For the records below, give the number of lines containing the word "header" and no other text.

(Records from a data source)
···

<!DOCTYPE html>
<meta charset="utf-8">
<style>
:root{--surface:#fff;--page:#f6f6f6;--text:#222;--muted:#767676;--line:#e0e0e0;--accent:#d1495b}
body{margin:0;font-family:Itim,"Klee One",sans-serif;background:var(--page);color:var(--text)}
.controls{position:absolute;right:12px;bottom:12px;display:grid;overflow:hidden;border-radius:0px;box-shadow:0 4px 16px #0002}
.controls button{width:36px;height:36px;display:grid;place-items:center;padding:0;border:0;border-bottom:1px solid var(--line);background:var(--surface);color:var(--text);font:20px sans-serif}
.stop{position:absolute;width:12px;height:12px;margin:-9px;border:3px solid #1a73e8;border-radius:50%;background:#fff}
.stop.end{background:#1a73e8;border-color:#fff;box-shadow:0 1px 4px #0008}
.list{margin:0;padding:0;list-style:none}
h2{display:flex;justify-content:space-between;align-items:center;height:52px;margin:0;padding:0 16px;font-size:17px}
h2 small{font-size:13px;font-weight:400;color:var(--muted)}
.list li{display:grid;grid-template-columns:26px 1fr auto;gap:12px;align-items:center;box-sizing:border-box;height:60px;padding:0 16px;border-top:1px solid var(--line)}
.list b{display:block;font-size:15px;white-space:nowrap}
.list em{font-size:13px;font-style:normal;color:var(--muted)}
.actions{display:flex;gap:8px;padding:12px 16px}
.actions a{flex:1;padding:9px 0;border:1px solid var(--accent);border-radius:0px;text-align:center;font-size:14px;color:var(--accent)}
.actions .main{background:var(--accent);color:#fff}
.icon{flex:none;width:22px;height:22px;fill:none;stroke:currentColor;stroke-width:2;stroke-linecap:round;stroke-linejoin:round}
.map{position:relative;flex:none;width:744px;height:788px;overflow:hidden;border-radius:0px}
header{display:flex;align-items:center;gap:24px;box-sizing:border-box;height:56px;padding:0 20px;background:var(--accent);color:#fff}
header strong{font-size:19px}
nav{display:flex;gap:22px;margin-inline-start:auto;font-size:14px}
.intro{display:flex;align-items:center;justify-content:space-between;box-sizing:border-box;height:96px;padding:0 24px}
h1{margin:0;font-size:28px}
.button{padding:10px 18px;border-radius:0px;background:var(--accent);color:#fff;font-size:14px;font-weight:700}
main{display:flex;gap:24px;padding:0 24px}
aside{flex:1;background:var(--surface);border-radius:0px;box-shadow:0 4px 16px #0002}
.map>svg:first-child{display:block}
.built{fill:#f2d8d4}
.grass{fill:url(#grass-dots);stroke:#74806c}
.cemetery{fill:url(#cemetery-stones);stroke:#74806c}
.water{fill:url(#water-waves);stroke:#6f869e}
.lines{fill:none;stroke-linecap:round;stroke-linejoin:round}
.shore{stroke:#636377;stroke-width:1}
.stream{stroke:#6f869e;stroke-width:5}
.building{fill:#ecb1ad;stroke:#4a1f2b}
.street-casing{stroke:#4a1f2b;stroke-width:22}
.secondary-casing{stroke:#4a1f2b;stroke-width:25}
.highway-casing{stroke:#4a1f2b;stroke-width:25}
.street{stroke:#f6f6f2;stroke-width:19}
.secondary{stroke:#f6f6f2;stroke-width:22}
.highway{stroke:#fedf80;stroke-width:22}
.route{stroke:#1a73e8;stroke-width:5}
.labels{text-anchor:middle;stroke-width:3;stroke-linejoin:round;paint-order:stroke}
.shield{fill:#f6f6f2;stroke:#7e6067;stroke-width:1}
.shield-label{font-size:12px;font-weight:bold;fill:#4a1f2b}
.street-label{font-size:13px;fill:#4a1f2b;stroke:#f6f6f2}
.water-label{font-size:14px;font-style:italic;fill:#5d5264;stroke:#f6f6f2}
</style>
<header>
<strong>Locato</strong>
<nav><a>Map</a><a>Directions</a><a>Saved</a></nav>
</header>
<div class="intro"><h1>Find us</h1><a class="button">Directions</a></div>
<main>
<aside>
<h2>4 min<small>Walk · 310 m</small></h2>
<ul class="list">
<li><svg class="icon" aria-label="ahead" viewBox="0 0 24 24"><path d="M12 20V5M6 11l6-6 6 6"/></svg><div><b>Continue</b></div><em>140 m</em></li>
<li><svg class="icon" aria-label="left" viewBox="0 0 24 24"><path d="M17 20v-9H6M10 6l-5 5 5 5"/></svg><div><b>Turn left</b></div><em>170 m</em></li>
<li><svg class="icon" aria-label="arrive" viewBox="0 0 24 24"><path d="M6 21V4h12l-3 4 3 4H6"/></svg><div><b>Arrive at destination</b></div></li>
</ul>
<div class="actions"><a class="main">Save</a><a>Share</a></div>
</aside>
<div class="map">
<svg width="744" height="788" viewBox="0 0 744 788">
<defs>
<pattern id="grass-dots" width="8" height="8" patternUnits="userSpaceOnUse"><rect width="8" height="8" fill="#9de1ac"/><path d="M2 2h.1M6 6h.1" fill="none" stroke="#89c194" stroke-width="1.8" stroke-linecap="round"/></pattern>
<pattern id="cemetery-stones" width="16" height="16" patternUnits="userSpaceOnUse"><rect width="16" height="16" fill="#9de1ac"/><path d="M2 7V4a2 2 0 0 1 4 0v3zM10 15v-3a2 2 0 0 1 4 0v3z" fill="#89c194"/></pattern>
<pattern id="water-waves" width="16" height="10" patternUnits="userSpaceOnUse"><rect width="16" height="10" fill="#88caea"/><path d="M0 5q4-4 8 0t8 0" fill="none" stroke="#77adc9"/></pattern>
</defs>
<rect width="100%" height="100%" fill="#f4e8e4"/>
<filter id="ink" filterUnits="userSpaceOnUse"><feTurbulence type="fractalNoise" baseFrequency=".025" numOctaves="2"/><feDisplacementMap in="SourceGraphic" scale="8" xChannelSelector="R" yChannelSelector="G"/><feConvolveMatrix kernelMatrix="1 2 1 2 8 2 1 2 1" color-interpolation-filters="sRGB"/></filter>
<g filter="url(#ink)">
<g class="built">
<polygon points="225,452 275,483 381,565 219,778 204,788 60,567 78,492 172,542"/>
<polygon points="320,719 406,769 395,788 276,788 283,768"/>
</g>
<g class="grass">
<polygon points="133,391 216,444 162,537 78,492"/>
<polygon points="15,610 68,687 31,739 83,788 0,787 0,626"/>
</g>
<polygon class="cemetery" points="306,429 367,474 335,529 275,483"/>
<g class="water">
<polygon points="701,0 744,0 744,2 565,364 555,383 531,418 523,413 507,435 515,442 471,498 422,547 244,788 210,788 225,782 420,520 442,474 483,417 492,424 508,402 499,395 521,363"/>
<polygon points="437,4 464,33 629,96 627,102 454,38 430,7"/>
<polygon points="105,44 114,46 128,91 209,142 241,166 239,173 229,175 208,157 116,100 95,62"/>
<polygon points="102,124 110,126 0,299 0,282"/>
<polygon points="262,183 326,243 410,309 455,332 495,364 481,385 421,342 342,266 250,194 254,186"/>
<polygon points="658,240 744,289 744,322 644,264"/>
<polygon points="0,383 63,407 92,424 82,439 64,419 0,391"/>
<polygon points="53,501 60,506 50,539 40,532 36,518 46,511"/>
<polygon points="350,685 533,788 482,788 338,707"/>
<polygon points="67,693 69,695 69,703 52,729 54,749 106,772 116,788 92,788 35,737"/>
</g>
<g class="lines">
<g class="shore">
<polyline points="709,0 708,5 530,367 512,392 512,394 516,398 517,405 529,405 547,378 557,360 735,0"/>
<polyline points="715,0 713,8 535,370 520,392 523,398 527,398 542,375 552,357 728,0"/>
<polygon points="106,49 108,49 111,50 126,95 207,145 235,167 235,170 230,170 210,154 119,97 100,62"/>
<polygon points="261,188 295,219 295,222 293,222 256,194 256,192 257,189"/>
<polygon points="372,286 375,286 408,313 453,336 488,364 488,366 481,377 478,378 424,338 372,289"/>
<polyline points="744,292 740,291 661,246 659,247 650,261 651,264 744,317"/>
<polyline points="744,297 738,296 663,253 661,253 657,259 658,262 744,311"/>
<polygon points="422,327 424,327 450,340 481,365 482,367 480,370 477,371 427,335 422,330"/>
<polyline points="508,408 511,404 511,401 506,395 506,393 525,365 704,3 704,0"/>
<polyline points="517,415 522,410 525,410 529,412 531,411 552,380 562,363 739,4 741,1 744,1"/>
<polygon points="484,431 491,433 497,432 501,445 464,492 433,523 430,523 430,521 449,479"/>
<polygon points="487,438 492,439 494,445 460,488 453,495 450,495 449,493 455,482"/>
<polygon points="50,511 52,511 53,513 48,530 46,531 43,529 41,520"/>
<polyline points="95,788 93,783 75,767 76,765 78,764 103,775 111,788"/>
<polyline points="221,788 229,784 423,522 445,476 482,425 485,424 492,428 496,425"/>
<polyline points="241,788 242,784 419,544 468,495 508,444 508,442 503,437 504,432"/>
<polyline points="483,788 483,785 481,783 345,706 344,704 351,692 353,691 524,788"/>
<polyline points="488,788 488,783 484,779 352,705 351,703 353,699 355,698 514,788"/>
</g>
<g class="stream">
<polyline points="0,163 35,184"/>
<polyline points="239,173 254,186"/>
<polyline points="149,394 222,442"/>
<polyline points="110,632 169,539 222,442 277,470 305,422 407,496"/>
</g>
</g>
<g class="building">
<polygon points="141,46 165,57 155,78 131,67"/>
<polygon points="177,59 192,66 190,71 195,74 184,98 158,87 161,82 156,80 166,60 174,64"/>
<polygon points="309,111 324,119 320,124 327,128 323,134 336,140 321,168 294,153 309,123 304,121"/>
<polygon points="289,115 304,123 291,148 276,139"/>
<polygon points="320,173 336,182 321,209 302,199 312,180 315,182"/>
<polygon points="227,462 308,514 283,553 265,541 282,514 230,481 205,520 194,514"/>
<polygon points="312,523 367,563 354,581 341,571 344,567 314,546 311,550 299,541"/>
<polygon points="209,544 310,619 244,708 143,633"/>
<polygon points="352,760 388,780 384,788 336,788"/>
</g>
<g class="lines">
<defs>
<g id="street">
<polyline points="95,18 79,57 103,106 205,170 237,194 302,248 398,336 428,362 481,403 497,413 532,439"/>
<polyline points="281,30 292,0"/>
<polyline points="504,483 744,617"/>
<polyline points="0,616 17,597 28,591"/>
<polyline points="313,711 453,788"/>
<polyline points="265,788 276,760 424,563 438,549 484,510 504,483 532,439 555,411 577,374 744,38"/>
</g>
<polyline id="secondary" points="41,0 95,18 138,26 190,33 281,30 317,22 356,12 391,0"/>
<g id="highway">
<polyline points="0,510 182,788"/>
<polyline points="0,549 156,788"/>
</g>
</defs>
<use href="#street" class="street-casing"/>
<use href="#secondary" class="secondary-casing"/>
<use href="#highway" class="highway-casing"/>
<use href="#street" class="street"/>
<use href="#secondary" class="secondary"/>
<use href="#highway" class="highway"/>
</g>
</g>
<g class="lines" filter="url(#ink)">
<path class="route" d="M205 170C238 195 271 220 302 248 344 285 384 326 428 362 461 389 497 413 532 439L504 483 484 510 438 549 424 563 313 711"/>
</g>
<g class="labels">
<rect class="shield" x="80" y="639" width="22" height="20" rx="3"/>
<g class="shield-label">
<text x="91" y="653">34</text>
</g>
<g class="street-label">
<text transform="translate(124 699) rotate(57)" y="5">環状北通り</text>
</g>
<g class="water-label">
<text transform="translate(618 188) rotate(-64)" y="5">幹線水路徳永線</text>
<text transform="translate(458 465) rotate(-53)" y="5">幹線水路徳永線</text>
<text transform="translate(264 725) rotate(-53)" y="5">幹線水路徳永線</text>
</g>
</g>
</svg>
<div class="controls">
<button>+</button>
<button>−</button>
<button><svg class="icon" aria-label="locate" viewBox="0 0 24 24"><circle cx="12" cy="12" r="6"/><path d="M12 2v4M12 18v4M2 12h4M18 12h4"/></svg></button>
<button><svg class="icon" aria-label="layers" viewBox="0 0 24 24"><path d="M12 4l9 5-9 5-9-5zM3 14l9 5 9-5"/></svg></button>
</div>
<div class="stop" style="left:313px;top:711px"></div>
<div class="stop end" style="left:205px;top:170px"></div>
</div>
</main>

···

▶ _Response to this task_:
4